Cykl "Młoda Polska" poświęcony jest Polkom i Polakom, których podziwiamy i którym kibicujemy. Kolejne sylwetki publikujemy w każdy wtorek.

Założyciele Hyper Poland :

Przemysław Pączek:

36 lat; ekonomista, CEO. Ma ponad 10-letnie doświadczenie w finansach i sprzedaży. Pracował m.in. w CB Richard Ellis oraz San Francisco Center for Economic Development. Absolwent ESCP Europe w Paryżu i Uniwersytetu Ekonomicznego w Krakowie, doktorant Akademii Leona Koźmińskiego w Warszawie.

Paweł Radziszewski:

27 lat; inżynier, dyrektor ds. technologii. Absolwent Politechniki Warszawskiej. Były kierownik zespołu studenckiego Hyper Poland University Team, który dwukrotnie doszedł do finału SpaceX Hyperloop Pod Competition, organizowanego przez firmę należącą do Elona Muska. Doświadczenie zdobywał w projektach realizowanych przez Politechnikę Warszawską, m.in. we współpracy z Lockheed Martin w ramach grantu Optimization of Unmanned System of Systems (OpUSS).

Katarzyna Foljanty:

35 lat; dyrektor ds. rozwoju marki. Doświadczenie projektowe zdobywała w biurach w Warszawie i Berlinie. Pracowała m.in. w Instytucie Inżynierii Lądowej TU Berlin oraz w Niemieckim Centrum Lotnictwa i Kosmonautyki (DLR). Jest doktorem nauk technicznych na Wydziale Architektury Politechniki Warszawskiej, posiada również tytuł MBA in Innovation and Data Analysis uzyskany w PAN przy współpracy z Utah Valley University, USA.

Łukasz Mielczarek:

37 lat; inżynier, dyrektor ds. rozwoju infrastruktury. Absolwent Politechniki Łódzkiej. Ma ponad 12-letnie doświadczenie w projektowaniu i budowaniu mostów, wiaduktów oraz tuneli drogowych. Jeden z ojców sukcesu - zdobycia przez zespół projektowy Hyper Poland Innovation Awards podczas konkursu Build Earth Live na infrastrukturę hyperloop w Zjednoczonych Emiratach Arabskich. Współtwórca patentów oraz koncepcji rozwoju infrastruktury hyperloop oraz integracji kolei konwencjonalnej z magnetyczną.

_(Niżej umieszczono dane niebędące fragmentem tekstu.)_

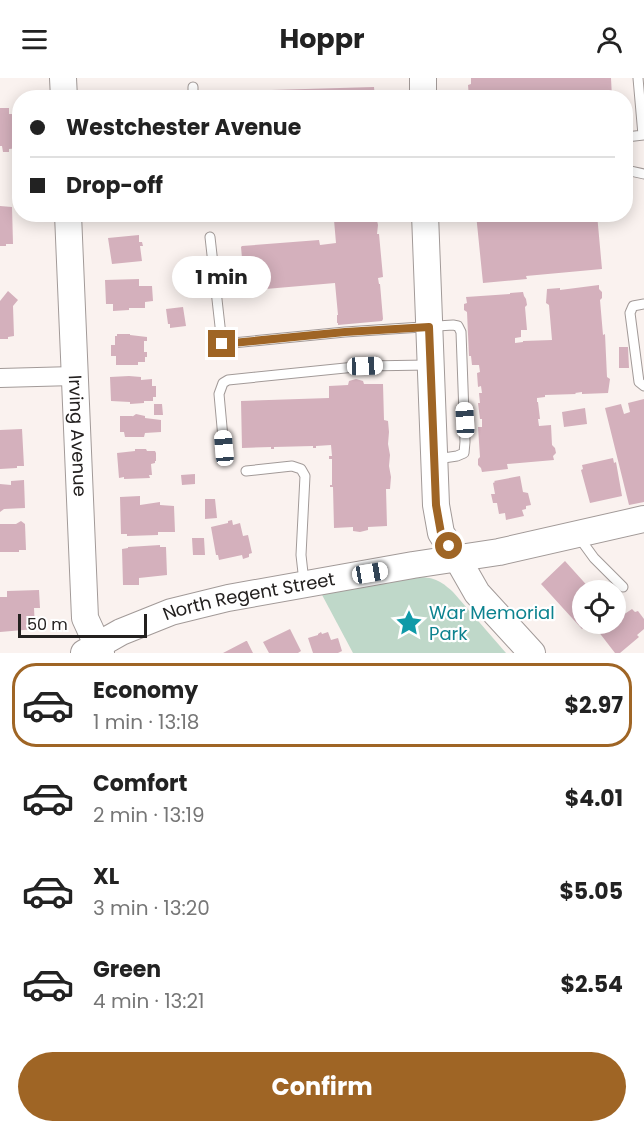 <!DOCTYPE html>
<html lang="en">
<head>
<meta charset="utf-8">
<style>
  :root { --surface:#fff; --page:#f2f2f2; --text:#222; --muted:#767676; --line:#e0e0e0; --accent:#9f6525 }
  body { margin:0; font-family:Poppins,sans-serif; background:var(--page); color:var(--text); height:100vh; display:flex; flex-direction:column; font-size:22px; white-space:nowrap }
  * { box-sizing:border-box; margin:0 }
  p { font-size:20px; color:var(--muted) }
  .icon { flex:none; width:33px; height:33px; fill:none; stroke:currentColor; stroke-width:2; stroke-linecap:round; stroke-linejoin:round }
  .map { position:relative; height:575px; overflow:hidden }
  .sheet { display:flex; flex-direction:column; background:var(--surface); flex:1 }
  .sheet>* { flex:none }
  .banner { position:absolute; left:12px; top:12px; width:621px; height:132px; border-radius:24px; box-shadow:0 3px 15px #0003; display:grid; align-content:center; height:132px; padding:0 18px; background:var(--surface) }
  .tools { position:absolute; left:572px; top:502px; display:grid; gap:12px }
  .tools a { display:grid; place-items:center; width:54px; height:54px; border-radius:50%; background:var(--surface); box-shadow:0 3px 15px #0003; font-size:30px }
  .scale { position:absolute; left:18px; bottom:15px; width:129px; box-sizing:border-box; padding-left:6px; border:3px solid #23201f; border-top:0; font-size:16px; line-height:21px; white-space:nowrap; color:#23201f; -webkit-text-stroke:4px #fff; paint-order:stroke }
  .end { position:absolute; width:27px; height:27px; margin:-14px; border:8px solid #9f6525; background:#fff; box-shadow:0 0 0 3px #fff }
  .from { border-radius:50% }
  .bubble { position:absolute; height:42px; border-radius:21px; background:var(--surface); box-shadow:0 3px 15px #0003; font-size:20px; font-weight:700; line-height:42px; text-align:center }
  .car { position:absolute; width:18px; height:36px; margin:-18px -9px; border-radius:8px; box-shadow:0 0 4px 2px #0007; background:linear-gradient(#fff 24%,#345 0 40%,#fff 0 76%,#345 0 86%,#fff 0) }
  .banner b { display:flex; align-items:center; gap:21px; height:57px; font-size:22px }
  .banner b+b { border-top:2px solid var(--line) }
  .banner i { width:15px; height:15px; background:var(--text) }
  ul { padding:10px 0 0; list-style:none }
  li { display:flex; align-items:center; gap:18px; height:84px; margin:0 12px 9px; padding:0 6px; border:3px solid transparent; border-radius:24px }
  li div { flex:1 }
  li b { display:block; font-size:22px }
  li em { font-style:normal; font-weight:700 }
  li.selected { border-color:var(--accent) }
  li>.icon { width:54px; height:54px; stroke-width:1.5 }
  .action { display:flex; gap:12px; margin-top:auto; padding:12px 18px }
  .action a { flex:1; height:69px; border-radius:36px; background:var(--accent); color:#fff; font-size:24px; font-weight:700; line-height:69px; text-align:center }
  header { display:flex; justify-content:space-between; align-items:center; height:78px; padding:0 18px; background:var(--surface); font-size:27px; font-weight:700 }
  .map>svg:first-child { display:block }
  .green { fill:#bfd8c9 }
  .building { fill:#d4b0bc }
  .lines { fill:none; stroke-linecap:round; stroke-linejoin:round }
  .lane-casing { stroke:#a29a98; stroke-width:11 }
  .street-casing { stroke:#a29a98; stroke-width:20 }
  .secondary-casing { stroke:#a29a98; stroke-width:28 }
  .lane { stroke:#fff; stroke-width:9 }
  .street { stroke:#fff; stroke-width:18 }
  .secondary { stroke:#fff; stroke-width:26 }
  .route { stroke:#9f6525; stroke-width:8 }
  .labels { text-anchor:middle; stroke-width:4.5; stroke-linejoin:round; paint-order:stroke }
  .street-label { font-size:18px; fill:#23201f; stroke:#fff }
  .culture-label { font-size:18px; fill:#0d838f; stroke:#fff; text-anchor:start }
</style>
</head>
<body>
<header><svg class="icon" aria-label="menu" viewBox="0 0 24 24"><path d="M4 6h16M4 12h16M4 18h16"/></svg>Hoppr<svg class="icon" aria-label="person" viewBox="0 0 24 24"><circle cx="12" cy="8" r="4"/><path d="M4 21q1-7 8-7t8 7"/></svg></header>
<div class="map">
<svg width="644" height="575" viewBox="0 0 644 575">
  <rect width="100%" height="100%" fill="#faf2ef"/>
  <path class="green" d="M 416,499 C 433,499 440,502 453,514 L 506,575 L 353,575 L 321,515 Z"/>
  <path class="building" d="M 471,0 L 611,0 L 612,20 L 469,20 L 468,7 L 471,6 Z
    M 374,9 L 375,20 L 233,20 L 233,13 Z
    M 0,30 L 9,30 L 9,36 L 20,36 L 20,70 L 9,71 L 9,74 L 3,74 L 2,68 L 0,68 Z
    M 0,128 L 12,129 L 13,166 L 6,166 L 6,168 L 0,168 Z
    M 476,136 L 597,136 L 602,191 L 526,198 L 527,201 L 483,205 Z
    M 376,138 L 378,147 L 377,156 L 379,156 L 383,199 L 378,200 L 379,206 L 380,206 L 383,241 L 382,243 L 338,247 L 338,245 L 337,245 L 337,237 L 338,237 L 335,205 L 254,212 L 254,214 L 245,213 L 241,169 L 242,168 L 319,162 L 320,167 L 336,165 L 334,142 Z
    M 139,157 L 139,164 L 142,164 L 143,168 L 140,168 L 142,183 L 112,186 L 108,160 Z
    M 139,201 L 139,208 L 152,208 L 153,223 L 145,224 L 145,230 L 129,230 L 129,232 L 113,233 L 113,226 L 106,226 L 105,202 Z
    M 599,207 L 599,211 L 602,214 L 602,220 L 600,222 L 603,257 L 605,256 L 607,299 L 610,301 L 608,315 L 582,316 L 582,314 L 575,315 L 576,316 L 545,317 L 545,319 L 537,320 L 537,324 L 538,324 L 540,341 L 538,341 L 539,348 L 551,347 L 552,367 L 555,370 L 556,375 L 553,378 L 554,382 L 507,386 L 508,391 L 482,394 L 481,390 L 478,387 L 478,381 L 480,379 L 478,349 L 482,349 L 482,341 L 480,341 L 478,325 L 480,325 L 479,315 L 482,315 L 481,308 L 478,309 L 477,295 L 480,294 L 479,287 L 472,287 L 471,278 L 469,278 L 467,234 L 464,232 L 464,226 L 467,225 L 466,219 L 510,216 L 510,215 L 523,214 L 524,218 L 526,221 L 527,227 L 525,229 L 527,252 L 521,252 L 521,259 L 515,260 L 515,265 L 523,264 L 523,263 L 552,262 L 549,227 L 546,225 L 547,211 L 560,210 L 560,212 Z
    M 8,213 L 18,222 L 13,228 L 14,258 L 8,259 L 8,261 L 0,261 L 0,223 Z
    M 183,229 L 186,248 L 170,250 L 170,246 L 168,246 L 166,231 Z
    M 117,256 L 130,256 L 130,257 L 147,259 L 147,263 L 144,263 L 144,274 L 147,274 L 147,279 L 145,279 L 145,284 L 138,284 L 138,287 L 116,287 L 116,278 L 111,278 L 111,267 L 115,267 L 115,258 L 117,258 Z
    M 619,269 L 628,269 L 629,290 L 619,290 Z
    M 129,298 L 141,299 L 141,302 L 152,301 L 152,308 L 156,308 L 156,319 L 153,319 L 153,323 L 144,323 L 144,325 L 130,326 L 130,324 L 111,323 L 110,299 Z
    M 356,301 L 363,303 L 364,306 L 383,306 L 384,342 L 388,343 L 389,354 L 388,366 L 390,377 L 389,388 L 391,399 L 390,411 L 386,411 L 387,448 L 368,449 L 368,452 L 360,454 L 353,453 L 353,449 L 334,450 L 333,409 L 330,409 L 330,407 L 332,407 L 332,381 L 329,381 L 329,378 L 332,378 L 331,367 L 316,368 L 316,370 L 313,370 L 313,368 L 274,369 L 274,371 L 271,371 L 271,369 L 242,370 L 241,323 L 329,320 L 329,308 L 348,307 L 349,303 Z
    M 644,321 L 644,424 L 629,427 L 605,330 L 621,326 L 624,336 L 630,334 L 628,325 Z
    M 154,326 L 162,326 L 163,337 L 154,337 Z
    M 585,330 L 587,346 L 564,349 L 562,334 Z
    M 136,336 L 145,338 L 145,340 L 161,342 L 161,354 L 145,355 L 144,359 L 125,359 L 124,354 L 120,354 L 120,338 L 133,338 L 132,339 Z
    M 22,351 L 24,388 L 17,388 L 17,390 L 0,391 L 0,352 Z
    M 135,371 L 146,371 L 147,373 L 155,373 L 156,375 L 156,383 L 155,383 L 155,385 L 151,386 L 152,397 L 149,397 L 150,400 L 124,401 L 124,399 L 119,400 L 117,375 L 135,373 Z
    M 613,380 L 614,385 L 616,384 L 622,418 L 590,425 L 581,392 L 583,391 L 582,387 Z
    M 195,396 L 195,406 L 182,407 L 181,397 Z
    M 520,398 L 523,414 L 528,415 L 531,427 L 526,428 L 526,431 L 522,432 L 524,438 L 506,442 L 505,435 L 499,436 L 497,425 L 493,425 L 491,416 L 495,416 L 493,405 L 495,404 L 494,403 Z
    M 24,402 L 25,430 L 4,431 L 0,434 L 0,406 L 11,407 L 11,403 Z
    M 140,418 L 140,427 L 160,424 L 160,427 L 174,428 L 175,454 L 158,454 L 158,457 L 127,458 L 127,456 L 121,456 L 120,419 Z
    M 205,421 L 215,421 L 217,440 L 205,441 Z
    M 232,442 L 233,447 L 240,445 L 243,458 L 248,457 L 252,475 L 249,476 L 249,479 L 243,481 L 242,477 L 219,482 L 218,477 L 216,477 L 211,449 L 228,445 L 228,443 Z
    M 21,443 L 25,446 L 26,472 L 19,472 L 19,474 L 0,474 L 0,446 L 16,446 Z
    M 192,460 L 204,460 L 205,477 L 193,477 Z
    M 160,467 L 160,469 L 166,469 L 167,497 L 139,500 L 139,507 L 123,507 L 122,471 L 128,470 L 128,469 Z
    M 565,483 L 592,513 L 582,513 L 582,546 L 588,546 L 582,551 L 541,506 Z
    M 39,512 L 40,530 L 34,530 L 35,551 L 0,554 L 0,519 L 7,519 L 7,513 Z
    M 632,531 L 635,534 L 638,533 L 644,541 L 644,551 L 637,557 L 639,559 L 620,575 L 615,575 L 598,553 L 607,546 L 615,546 L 615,540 L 621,535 L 623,537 Z
    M 290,551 L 301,573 L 298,575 L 269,575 L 263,564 Z
    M 321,554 L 322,556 L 328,554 L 331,562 L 338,560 L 342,573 L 338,575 L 313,575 L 308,560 L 318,557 L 318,556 Z
    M 247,563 L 253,575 L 223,575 L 246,563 Z"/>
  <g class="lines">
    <defs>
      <path id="lane" d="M 638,0 L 643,57
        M 193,9 L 193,20
        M 626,59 L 644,57
        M 626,92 L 644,96
        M 210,159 L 222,266 L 345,254 L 453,247 L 458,248 L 461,254 L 465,364 L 464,375 L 457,378 L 437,381
        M 644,226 L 633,228 L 630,235 L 639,304 L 644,308
        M 224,371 L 219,316 L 223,305 L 228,302 L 365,288 L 428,287
        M 246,393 L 292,388 L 301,391 L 305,398 L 301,477 L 304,504
        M 578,458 L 594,480 L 623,509"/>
      <path id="street" d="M 0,300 L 74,298"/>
      <g id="secondary">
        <path d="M 63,0 L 64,20"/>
        <path d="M 423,0 L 423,20"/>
        <path id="s1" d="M 68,136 L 85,540 L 101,575"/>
        <path d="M 425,136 L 436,427 L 441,455 L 457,480 L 477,515 L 532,575"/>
        <path id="s2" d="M 84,575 L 121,554 L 171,534 L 228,520 L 413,487 L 499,474 L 644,441"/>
      </g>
    </defs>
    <use href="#lane" class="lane-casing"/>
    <use href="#street" class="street-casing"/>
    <use href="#secondary" class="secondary-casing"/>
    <use href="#lane" class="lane"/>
    <use href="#street" class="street"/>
    <use href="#secondary" class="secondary"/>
  </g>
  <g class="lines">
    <path class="route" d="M 222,266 L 345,254 L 429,249 L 436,427 L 441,455 L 449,468"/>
  </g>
  <defs>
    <symbol id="sight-bare" viewBox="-9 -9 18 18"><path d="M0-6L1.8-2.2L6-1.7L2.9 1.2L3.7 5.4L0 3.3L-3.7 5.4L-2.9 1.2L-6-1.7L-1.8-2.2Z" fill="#0f9aa8" stroke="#fff" stroke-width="2.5" paint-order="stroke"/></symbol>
  </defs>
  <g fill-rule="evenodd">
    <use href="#sight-bare" x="390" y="526" width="38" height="38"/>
  </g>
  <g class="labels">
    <g class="street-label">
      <text dy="6" stroke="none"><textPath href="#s1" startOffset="222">Irving Avenue</textPath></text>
      <text dy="6" stroke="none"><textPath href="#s2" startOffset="176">North Regent Street</textPath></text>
    </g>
    <g class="culture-label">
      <text x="429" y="541">War Memorial<tspan x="429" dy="21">Park</tspan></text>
    </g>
  </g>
</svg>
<div class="tools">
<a><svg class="icon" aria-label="locate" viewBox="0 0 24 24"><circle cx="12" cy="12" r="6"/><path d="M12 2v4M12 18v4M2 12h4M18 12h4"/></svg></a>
</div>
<div class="scale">50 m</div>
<i class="end from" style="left:449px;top:468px"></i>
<i class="end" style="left:222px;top:266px"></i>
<div class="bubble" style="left:172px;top:178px;width:99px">1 min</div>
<i class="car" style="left:365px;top:288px;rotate:88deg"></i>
<i class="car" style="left:465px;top:342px;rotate:357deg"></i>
<i class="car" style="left:224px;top:370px;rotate:355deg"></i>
<i class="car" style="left:370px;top:495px;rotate:80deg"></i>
<div class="banner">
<b><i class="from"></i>Westchester Avenue</b>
<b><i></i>Drop-off</b>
</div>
</div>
<section class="sheet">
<ul>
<li class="selected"><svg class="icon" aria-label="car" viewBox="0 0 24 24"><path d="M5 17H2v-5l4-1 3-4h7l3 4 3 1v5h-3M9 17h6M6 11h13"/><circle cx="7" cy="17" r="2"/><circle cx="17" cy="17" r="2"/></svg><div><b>Economy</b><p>1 min · 13:18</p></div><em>$2.97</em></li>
<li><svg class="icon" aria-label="car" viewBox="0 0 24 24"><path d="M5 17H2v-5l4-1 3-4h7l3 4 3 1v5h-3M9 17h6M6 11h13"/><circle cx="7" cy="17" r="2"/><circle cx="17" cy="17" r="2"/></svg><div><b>Comfort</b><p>2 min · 13:19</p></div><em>$4.01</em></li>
<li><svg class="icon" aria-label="car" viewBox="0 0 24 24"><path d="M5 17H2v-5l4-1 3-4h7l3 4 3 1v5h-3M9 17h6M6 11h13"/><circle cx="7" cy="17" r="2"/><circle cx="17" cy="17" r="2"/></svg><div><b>XL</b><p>3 min · 13:20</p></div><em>$5.05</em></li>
<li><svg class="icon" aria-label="car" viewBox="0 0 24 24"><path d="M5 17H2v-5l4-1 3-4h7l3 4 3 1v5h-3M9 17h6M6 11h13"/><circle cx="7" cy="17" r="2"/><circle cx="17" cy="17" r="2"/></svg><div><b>Green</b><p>4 min · 13:21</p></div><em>$2.54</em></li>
</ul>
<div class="action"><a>Confirm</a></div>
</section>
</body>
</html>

Założyciele Hyper Poland. Górny rząd od lewej: Przemysław Pączek, Kasia Foljanty. Dolny rząd od lewej: Paweł Radziszewski, Łukasz Mielczarek, fot. materiały prasowe Hyper Poland

- Wszystko zaczęło się od Elona Muska. Ogłosił konkurs na projekt hyperloopa - środka transportu umożliwiającego przemieszczanie się po powierzchni z prędkością, z jaką latają samoloty - opowiada Paweł Radziszewski, jeden z założycieli Hyper Poland. - Studiowałem wówczas na Politechnice Warszawskiej i wraz z kolegami pomyśleliśmy, że warto spróbować.

 

Był rok 2016. Drużyna zdobyła fundusze, miała projekt, dokumentację i zaklepane miejsce w luku bagażowym samolotu lecącego do Houston. I tylko kluczowych komponentów brakowało...

- Miały trafić do nas miesiąc wcześniej, a dotarły na dwa dni przed wysyłką projektu - wspomina Paweł Radziszewski. - Aby wszystko zmontować, pracowaliśmy nieprzerwanie przez 36 godzin, dosłownie zasypiając przy szlifierkach. Pracownicy pobliskiego fast fooda donosili nam kawę i jedzenie. Ci, którym kawa już nie pomagała, robili sobie kilkugodzinne drzemki, a reszta wciąż pracowała. Drzemki nie mogły być dłuższe, bo spało się pod kocem na samym styropianie. Ale udało się. Skończyliśmy o piątej rano, na siedem godzin przed odlotem samolotu - wspomina Paweł Radziszewski.

Poszło tak dobrze, że ekipa zakwalifikowała się do półfinału. Wzięła udział w konkursie również w kolejnym roku. - Pojechali na SpaceX Pod Competition z "metalowym długopisem" i zdobyli uznanie - żartuje Łukasz Mielczarek, który dołączył do grupy właśnie po pierwszym konkursie Muska. "Metalowy długopis" to zrobiony w skali prototyp podłużnego wagonika hyperloopa. Nazwę wymyśliły dzieci, dla których Łukasz Mielczarek prowadzi zajęcia inżynieryjne. - Ile razy pokazywałem im prototyp i pytałem, co to może być, właśnie taką odpowiedź słyszałem: długopis - dodaje.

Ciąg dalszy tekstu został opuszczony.